Thanks for the info,kdc. I should have mentioned earlier that I followed your advice and contacted Grizzly again to ask about the riser kit and blade.

I have heard guys mention them here, and it seemed to me that a riser block would raise something, but I did not presume to know what it was.

Next I'm going to need to seriously delve into blade research, as I don't want to waste money on cheap blades, while at the same time don't want to waste money on expensive blades. Years with a circular saw have taught me; cheap blades don't save money, (or even cut anything) and excessively expensive blades may not suit a given purpose.


----------



## kdc68 (Mar 2, 2012)

*Buckethead*...you will get varying opinions about blades…I have Timberwolf blades and Carter AccuRite blades for my G0555P….seems to be good quality to me

http://timberwolfblades.com/

http://www.carterproducts.com/product_list.asp?cat_id=56


----------



## gfadvm (Jan 13, 2011)

I use Timberwolf blades for resawing and Sterling (Diamond Sterling) from Highland Woodworking for my smaller blades.

If you add the riser be sure to ask Grizz what length blades you will need as it will ad length (you knew that, right?)


----------



## Buckethead (Apr 14, 2013)

I did ask about the new blade length with the riser addition. I would not have known to do so without the help of you guys. After so many years as a carpenter, it is humbling realizing how little I know.


----------



## fge (Sep 8, 2008)

We have the Lenox C-sharp 1 TPI 1" wide blade Purchased for resawing. The blade features deep gullets and gets great reviews. We have had this blade for more than 6 months now without having to find a replacement yet.

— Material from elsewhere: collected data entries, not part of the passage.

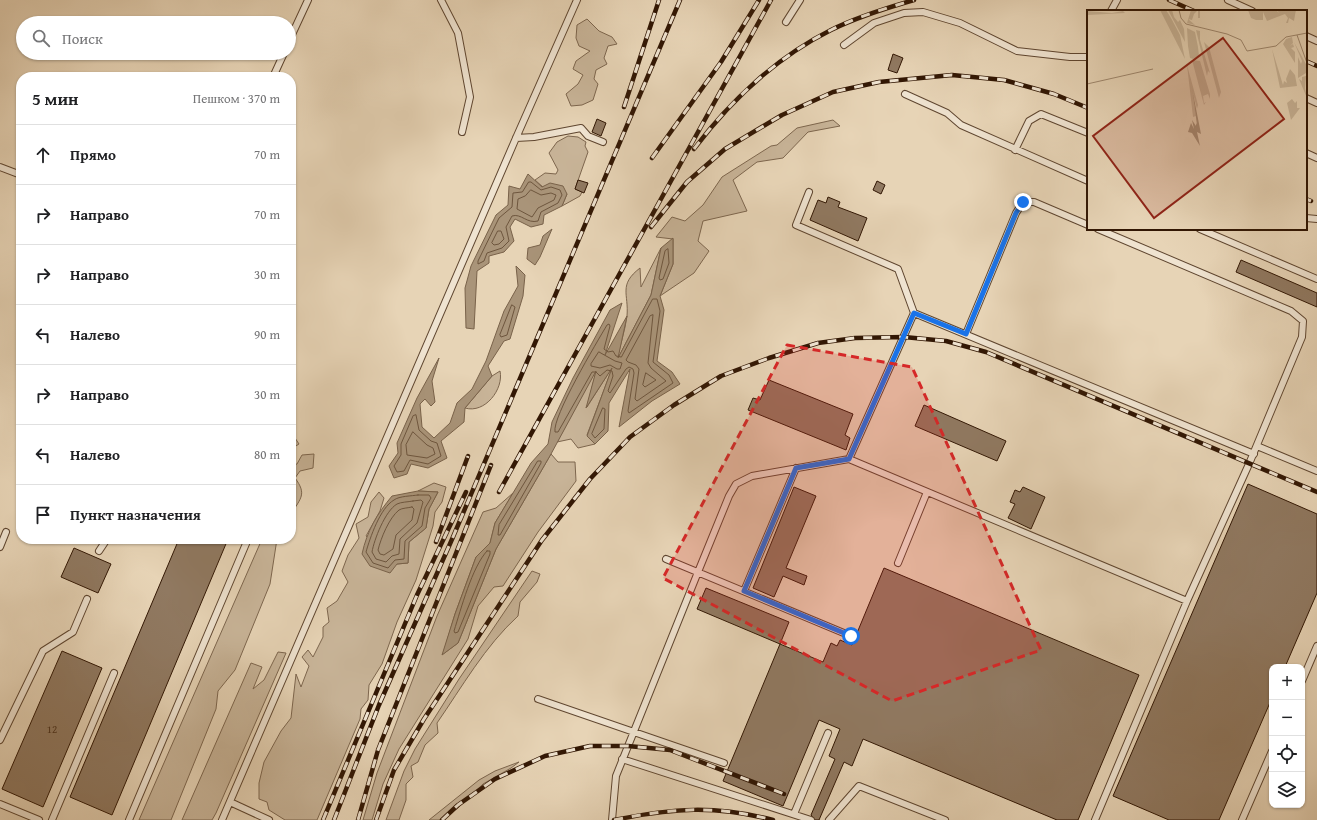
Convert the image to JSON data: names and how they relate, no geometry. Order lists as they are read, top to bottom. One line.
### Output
{"house_numbers":["12"],"page":{"search":"Поиск","heading":["5 мин","Пешком · 370 m"],"list":[["Прямо","70 m"],["Направо","70 m"],["Направо","30 m"],["Налево","90 m"],["Направо","30 m"],["Налево","80 m"],"Пункт назначения"],"map_buttons":["+","−"]}}
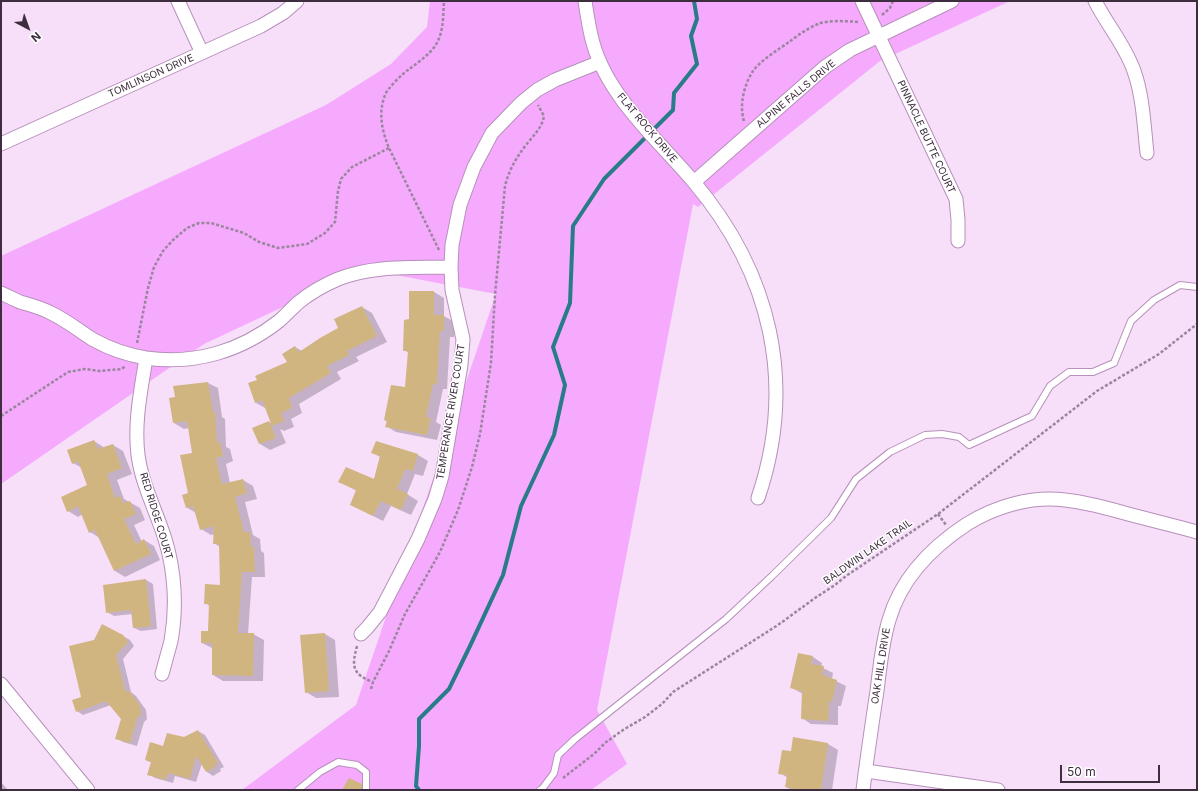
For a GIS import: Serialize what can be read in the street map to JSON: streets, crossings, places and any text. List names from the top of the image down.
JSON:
{
  "streets": {
    "street": [
      "TOMLINSON DRIVE",
      "ALPINE FALLS DRIVE",
      "FLAT ROCK DRIVE",
      "PINNACLE BUTTE COURT",
      "TEMPERANCE RIVER COURT",
      "RED RIDGE COURT",
      "OAK HILL DRIVE"
    ],
    "path": ["BALDWIN LAKE TRAIL"]
  },
  "crossings": [
    ["ALPINE FALLS DRIVE", "FLAT ROCK DRIVE"],
    ["ALPINE FALLS DRIVE", "PINNACLE BUTTE COURT"],
    ["FLAT ROCK DRIVE", "TEMPERANCE RIVER COURT"]
  ],
  "scale_bar": "50 m",
  "north": "bottom right"
}
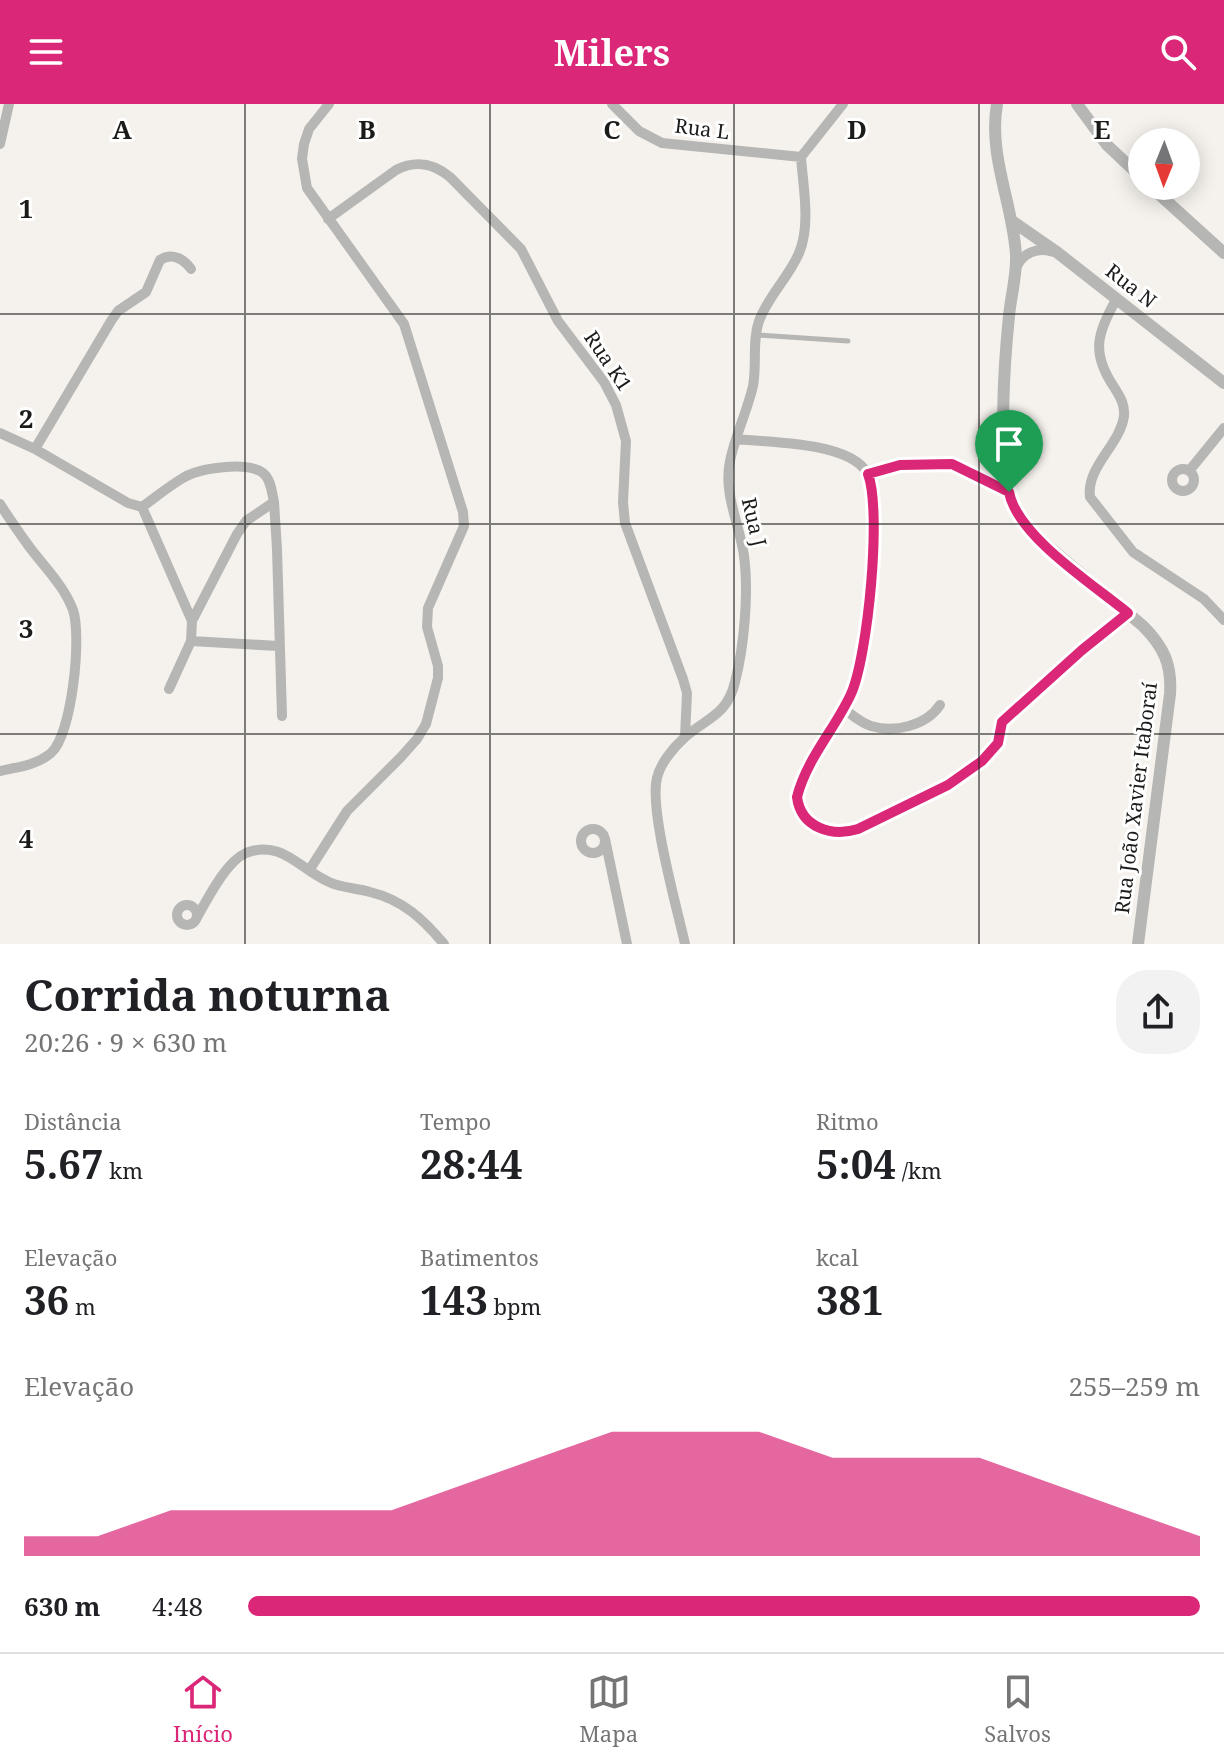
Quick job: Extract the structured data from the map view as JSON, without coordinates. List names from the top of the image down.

Well, truth be told, we have not even mounted or ever used the C-Sharp blade yet but after resawing more than 400 bf of mesquite last Christmas while breaking and dulling tons of inferior blades, I am anxious to mount this beauty :-D

Seriously though, Lenox is a leader in this market and does have a strong following. They will custom cut the blade to the length your machine requires.


----------



## crank49 (Apr 7, 2010)

Did Grizzly offer a riser kit for that saw??? 
In the photo it looks like a welded frame saw; which can not be raised.


----------



## rustynails (Jun 23, 2011)

I had one of these saws with the open stand some time ago. I did not care for it much and sold it. I has a low re-saw capacity and you could not get a riser block for it. It weight a lot which you would think would be good for vibration but the saw vibrated badly even after a good set up. I was not impressed with it. I would make sure you could run it first before you consider purchasing it. For the price I would look at other saws?


----------



## Loren (May 30, 2008)

If wide resawing capacity is important to you 
(I feel it's generally over-rated for cabinet and
furniture making), you'll get better performance
from an 18" or larger, fixed-frame saw than 
from a souped-up 14" saw with a riser.

The wider the wheels, the wider the blade
it can take. The wider the blade, the better
it will track in straight cuts. Even then, the
blade must be very sharp to cut well when
resawing over 6". Errors in fence/blade 
alignment are doubled when resaw height 
is doubled… the idea that you'll be effortlessly
slicing veneers off 9" wide boards is a fantasy - 
you'll need a brand new blade, exquisite
setup and nerves of steel to pull off such 
cuts. Cutting 6" wide flitches is way easier 
to setup, goes quicker, results in less
compound error affecting flitch thickness
variations, bowing of the blade in the cut,
smoke and grinding teeth when you ruin 
a nice piece of wood.

The 1" wide 2 tpi blade Grizzly sells for that
saw will outperform any of the 1/2" 3tpi
resaw blades available for 14" saws. It will
cut straighter as it dulls and be less prone
to bowing in the cut due to having about 
twice the beam stiffness of a 1/2" blade.


----------



## Buckethead (Apr 14, 2013)

Well, I just went and shook hands with Gumby. It's true that adding a riser block to this saw is not happening. It weighs in at 408 pounds, and is beastly. Loren, you make good sense with your remarks about re sawing at greater capacit as well. I imagine myself getting kill shots of the hip, but reality is always more difficult than the vision before the fact. Considering I can drop another couple hundred and get a new saw under warranty, and some of the comments here, I passed on the deal.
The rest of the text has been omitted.